Hospital obstetric units and entire facilities are closing in rural areas across the country leaving residents with increasingly limited options for care. A new School of Public Health study quantifies those closures, finding that nine percent of rural counties in the U.S. lost hospital-based childbirth services from 2004-14. During this time, rural counties without hospital-based obstetric services increased from 45 to 54 percent, which means that more than half of rural counties across the nation no longer have a hospital where a woman can give birth.
“Until now, we didn’t have data to illustrate the true scale of the recent decline in these services,” says Peiyin Hung, a recent doctoral graduate of the School of Public Health and lead author of the study. “The decreasing access to maternity care for reproductive age women living in rural America is concerning.”
The study appears in the September issue of Health Affairs.

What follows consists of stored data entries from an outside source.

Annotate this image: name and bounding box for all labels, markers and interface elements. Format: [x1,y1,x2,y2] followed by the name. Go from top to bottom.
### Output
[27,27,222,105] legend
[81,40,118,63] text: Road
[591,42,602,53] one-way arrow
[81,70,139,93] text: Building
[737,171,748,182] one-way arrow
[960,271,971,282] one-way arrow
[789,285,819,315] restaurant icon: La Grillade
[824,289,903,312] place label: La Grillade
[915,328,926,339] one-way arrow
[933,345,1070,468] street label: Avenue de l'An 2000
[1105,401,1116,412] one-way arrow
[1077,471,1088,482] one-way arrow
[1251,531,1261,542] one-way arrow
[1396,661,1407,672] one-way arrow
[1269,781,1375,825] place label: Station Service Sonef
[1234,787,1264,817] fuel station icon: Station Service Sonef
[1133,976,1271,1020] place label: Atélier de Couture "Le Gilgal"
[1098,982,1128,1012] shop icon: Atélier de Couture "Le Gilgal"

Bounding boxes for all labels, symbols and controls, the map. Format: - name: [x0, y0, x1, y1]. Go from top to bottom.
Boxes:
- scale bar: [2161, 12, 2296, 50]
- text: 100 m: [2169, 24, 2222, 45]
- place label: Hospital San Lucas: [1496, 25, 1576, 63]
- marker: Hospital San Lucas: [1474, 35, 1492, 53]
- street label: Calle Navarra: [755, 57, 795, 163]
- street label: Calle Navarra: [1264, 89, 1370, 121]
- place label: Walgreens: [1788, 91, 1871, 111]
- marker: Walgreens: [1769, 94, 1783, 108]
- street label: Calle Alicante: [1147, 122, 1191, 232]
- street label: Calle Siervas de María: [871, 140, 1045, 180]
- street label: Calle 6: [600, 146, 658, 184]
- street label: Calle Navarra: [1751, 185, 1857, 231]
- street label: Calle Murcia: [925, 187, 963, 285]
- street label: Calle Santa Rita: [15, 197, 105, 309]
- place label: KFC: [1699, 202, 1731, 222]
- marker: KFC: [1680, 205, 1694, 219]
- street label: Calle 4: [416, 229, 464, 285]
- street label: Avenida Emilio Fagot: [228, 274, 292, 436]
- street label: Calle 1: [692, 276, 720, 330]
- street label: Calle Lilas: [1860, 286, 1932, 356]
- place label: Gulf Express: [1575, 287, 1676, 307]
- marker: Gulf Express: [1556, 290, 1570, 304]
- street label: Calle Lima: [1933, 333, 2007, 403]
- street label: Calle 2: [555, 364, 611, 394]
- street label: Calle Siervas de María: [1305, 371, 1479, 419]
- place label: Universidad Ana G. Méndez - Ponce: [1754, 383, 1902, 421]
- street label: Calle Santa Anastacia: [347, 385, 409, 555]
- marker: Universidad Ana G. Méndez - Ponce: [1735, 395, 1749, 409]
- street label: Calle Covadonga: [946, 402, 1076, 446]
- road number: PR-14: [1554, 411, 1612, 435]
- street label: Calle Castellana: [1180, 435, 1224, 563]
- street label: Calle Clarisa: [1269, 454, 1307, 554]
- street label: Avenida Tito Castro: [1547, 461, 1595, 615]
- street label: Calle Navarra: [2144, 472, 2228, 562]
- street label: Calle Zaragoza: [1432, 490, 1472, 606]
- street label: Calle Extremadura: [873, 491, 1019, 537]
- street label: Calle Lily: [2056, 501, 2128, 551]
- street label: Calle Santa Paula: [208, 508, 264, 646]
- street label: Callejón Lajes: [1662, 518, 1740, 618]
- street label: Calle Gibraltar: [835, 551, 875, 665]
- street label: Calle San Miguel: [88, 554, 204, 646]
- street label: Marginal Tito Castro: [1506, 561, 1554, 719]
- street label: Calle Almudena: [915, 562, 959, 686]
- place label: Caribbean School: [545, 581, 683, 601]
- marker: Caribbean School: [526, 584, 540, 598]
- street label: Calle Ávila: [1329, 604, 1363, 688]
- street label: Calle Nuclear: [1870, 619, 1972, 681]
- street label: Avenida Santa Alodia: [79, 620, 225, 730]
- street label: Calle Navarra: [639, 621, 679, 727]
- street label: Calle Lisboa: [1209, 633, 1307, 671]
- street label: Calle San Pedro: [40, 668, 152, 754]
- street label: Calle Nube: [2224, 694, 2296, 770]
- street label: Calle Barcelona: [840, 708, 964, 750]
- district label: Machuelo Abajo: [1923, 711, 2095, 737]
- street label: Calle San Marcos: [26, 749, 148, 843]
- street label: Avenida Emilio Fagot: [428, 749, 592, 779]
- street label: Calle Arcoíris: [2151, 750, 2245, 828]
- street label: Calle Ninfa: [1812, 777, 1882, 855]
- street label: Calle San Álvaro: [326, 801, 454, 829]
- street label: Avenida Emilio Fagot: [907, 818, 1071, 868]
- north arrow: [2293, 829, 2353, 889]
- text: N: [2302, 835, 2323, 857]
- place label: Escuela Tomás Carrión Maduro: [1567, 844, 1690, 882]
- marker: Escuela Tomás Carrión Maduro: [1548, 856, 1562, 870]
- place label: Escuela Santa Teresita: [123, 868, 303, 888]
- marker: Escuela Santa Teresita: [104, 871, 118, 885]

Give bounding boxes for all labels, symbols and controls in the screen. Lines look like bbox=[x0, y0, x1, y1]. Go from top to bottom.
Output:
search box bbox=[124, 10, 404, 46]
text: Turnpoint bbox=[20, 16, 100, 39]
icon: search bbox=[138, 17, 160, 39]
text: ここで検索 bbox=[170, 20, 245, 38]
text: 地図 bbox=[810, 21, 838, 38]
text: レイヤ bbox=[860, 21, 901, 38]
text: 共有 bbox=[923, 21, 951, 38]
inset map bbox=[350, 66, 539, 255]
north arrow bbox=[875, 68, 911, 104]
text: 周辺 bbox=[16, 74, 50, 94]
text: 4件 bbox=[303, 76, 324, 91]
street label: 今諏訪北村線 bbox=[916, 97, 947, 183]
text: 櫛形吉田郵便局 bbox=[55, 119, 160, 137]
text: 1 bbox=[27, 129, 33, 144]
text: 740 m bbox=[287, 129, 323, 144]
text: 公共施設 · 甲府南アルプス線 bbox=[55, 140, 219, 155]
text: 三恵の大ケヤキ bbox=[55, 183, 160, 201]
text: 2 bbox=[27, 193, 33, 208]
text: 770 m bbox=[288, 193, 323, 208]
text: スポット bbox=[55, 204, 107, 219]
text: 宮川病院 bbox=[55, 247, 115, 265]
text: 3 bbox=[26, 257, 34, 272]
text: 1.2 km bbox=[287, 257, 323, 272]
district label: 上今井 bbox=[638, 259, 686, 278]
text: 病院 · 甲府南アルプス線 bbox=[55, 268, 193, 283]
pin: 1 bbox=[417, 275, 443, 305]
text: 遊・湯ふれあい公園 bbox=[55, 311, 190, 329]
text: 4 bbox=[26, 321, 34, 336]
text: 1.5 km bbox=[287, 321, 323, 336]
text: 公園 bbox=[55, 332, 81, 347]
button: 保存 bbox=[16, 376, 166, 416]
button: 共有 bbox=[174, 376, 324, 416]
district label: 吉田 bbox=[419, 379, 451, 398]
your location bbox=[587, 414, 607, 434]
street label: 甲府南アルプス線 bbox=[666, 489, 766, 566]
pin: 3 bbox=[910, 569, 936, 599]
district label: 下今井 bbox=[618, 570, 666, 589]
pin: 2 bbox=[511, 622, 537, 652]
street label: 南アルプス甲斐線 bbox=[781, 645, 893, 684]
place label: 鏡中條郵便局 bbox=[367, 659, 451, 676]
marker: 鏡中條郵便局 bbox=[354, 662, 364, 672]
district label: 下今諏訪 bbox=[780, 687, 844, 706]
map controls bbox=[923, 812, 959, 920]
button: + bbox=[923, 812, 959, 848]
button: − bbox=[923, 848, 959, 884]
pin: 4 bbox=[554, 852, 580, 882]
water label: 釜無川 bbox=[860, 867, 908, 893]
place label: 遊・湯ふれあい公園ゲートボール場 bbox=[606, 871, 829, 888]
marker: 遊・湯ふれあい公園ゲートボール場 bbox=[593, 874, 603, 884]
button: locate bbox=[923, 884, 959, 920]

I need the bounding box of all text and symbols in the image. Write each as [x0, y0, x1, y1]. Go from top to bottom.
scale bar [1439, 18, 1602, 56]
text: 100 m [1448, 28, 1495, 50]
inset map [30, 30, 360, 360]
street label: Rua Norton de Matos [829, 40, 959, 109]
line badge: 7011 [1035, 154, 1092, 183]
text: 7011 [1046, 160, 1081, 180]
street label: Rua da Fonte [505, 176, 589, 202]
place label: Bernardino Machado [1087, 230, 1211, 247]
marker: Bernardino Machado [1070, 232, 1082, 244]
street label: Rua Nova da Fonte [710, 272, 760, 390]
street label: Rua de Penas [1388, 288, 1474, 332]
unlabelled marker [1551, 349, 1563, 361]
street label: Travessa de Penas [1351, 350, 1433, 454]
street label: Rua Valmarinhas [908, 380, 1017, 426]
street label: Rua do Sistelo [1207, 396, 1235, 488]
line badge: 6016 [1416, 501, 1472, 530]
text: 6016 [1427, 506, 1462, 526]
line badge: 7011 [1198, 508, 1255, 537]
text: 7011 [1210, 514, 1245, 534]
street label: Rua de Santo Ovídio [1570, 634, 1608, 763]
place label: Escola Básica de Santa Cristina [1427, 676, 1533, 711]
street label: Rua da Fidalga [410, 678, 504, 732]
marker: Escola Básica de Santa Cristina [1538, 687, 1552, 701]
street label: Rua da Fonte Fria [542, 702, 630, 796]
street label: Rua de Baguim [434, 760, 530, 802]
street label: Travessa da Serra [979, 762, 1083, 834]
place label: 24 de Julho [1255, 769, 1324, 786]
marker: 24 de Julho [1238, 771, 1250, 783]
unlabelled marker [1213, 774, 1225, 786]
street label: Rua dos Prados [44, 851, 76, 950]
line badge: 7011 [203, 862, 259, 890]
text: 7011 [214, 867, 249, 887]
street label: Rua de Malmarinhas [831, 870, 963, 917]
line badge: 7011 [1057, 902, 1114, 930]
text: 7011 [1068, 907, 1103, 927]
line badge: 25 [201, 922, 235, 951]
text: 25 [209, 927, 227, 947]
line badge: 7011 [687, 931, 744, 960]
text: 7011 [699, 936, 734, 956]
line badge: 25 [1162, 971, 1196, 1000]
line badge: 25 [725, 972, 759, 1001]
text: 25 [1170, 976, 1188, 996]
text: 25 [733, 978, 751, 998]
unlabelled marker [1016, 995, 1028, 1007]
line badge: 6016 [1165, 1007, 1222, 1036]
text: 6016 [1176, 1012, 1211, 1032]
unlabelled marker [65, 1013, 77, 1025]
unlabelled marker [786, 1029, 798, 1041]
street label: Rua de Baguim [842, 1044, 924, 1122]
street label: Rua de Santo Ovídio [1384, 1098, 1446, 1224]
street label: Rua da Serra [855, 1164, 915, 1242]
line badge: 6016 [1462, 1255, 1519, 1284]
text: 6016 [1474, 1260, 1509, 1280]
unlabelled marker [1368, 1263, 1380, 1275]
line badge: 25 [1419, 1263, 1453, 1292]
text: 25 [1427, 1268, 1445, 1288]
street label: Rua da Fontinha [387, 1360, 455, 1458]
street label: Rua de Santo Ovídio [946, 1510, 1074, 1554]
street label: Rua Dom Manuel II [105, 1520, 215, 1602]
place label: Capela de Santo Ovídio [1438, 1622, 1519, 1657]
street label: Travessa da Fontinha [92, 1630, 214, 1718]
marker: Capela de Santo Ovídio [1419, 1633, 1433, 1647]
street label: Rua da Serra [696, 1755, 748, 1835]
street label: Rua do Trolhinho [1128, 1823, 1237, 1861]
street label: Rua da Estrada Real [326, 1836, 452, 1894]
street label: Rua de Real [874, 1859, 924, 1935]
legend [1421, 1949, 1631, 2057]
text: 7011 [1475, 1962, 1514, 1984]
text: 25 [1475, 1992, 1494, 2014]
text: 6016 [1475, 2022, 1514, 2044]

Hung, Associate Professor Katy Kozhimannil, and researchers Carrie Henning-Smith and Michelle Casey, all with the University’s Rural Health Research Center, analyzed multiple national data sources to evaluate changes in the availability of obstetric services among 1,249 rural hospitals located in 1,086 rural counties across the country between 2004-14.
In addition to the 179 counties that lost childbirth services, the research also found that another 45 percent of rural counties had no hospital obstetrics services at all during the decade studied.
“When you see declining access to childbirth services alongside rising rates of maternal morbidity and mortality, it’s clear that this is a systems-level issue that must be addressed,” says Kozhimannil.
The study found that rural counties with higher proportions of black women and those counties with lower median household incomes had higher odds of losing all hospital obstetric services, as did rural counties in states with less generous Medicaid eligibility criteria for pregnant women.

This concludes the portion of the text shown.